### WHAT YOU HAVE TO DO
Repeat only the lines below from the one containing "ctx.font = font" through the one containing "M241,19L379,68L417,56", inclusive, exactly as written.

Collected data:

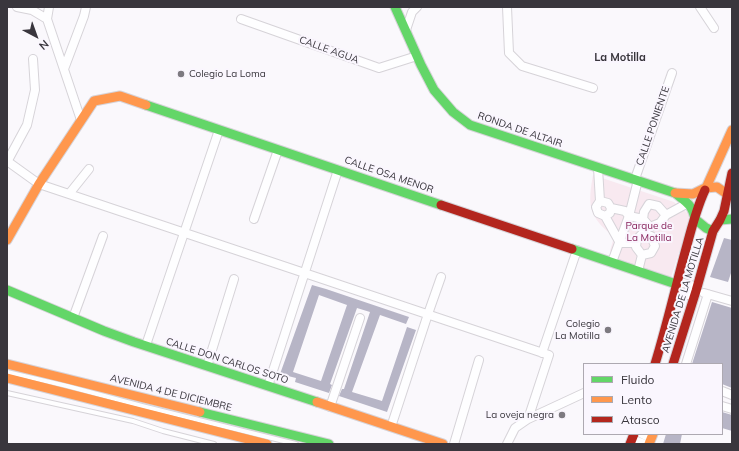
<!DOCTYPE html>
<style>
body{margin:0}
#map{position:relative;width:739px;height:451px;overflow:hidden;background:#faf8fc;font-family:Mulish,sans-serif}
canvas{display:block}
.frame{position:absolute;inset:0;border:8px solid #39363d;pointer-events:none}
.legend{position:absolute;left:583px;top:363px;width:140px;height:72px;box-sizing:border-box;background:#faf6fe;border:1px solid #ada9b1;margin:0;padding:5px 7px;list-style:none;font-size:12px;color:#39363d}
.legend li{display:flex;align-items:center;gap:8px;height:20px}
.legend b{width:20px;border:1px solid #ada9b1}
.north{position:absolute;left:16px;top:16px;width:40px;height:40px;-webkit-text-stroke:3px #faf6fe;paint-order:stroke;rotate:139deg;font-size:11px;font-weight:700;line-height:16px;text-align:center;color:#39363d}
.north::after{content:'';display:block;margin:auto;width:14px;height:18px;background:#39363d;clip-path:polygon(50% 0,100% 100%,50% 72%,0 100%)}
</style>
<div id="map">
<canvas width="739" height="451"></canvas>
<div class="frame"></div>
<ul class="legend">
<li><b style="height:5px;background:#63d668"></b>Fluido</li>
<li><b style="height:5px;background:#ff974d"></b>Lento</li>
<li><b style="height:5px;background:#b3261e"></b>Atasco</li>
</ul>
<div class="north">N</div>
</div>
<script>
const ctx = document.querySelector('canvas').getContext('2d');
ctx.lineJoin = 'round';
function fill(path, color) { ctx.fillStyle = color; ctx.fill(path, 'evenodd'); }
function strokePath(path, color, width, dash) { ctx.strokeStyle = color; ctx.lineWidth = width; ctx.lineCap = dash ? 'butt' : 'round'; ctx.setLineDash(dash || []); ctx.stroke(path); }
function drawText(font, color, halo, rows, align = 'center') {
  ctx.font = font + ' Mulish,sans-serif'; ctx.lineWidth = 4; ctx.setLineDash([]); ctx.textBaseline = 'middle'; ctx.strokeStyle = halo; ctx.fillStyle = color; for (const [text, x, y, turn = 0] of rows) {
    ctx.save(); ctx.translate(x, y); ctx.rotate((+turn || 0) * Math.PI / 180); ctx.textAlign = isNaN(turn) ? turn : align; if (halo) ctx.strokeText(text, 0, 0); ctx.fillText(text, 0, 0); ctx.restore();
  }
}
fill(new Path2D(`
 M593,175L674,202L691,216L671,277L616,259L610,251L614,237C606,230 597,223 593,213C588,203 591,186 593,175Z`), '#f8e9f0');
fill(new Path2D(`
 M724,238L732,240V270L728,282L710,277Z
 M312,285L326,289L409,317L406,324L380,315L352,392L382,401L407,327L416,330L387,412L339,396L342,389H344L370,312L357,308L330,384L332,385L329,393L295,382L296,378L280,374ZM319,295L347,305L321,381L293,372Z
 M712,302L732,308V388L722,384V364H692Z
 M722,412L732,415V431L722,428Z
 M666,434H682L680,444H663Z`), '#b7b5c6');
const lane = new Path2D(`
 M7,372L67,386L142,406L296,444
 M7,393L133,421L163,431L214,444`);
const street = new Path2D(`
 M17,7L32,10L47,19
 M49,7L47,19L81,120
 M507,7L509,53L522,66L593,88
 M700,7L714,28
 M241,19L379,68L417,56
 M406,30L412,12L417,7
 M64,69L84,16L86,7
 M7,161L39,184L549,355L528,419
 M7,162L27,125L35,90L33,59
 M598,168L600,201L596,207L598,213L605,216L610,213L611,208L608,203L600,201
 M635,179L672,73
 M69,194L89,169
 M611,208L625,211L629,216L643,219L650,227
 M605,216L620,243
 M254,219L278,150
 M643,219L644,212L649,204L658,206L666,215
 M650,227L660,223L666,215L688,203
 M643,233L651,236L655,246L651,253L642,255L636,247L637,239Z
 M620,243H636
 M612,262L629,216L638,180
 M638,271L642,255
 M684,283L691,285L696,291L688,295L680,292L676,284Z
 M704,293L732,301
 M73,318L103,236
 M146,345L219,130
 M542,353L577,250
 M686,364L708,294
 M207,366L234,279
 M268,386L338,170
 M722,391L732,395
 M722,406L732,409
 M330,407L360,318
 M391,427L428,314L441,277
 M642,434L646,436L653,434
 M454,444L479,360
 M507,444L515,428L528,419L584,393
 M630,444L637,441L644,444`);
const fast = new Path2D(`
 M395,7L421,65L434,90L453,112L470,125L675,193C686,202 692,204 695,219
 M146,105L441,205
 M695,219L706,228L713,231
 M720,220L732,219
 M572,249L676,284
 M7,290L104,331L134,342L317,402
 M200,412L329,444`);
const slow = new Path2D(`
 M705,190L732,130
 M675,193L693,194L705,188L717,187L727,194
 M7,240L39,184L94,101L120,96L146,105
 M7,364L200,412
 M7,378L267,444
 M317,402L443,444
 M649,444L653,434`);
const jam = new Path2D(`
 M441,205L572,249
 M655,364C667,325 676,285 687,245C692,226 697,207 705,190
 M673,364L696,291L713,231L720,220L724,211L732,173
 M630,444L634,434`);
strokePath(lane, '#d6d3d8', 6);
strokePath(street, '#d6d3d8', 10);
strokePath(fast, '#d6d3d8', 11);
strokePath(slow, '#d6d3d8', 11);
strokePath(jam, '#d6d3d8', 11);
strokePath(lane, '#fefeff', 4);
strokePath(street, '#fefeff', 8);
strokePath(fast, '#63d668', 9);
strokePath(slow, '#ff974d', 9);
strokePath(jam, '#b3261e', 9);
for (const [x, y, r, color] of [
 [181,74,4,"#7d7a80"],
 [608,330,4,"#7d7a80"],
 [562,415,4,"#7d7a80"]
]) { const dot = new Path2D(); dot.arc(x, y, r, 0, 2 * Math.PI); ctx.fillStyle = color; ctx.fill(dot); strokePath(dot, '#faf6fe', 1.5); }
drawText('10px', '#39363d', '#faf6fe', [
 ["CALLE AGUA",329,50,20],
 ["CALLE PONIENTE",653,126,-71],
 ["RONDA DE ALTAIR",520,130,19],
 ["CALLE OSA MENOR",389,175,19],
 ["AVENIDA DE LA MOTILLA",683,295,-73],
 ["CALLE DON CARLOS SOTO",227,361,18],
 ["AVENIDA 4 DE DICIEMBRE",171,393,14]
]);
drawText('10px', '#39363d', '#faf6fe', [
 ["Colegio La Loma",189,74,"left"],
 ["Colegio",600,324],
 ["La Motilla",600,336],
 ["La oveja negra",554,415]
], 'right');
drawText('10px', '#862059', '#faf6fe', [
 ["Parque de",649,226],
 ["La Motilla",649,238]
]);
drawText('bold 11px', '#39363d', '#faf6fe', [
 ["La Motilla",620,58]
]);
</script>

### SOLUTION TO THE PROBLEM
  ctx.font = font + ' Mulish,sans-serif'; ctx.lineWidth = 4; ctx.setLineDash([]); ctx.textBaseline = 'middle'; ctx.strokeStyle = halo; ctx.fillStyle = color; for (const [text, x, y, turn = 0] of rows) {
    ctx.save(); ctx.translate(x, y); ctx.rotate((+turn || 0) * Math.PI / 180); ctx.textAlign = isNaN(turn) ? turn : align; if (halo) ctx.strokeText(text, 0, 0); ctx.fillText(text, 0, 0); ctx.restore();
  }
}
fill(new Path2D(`
 M593,175L674,202L691,216L671,277L616,259L610,251L614,237C606,230 597,223 593,213C588,203 591,186 593,175Z`), '#f8e9f0');
fill(new Path2D(`
 M724,238L732,240V270L728,282L710,277Z
 M312,285L326,289L409,317L406,324L380,315L352,392L382,401L407,327L416,330L387,412L339,396L342,389H344L370,312L357,308L330,384L332,385L329,393L295,382L296,378L280,374ZM319,295L347,305L321,381L293,372Z
 M712,302L732,308V388L722,384V364H692Z
 M722,412L732,415V431L722,428Z
 M666,434H682L680,444H663Z`), '#b7b5c6');
const lane = new Path2D(`
 M7,372L67,386L142,406L296,444
 M7,393L133,421L163,431L214,444`);
const street = new Path2D(`
 M17,7L32,10L47,19
 M49,7L47,19L81,120
 M507,7L509,53L522,66L593,88
 M700,7L714,28
 M241,19L379,68L417,56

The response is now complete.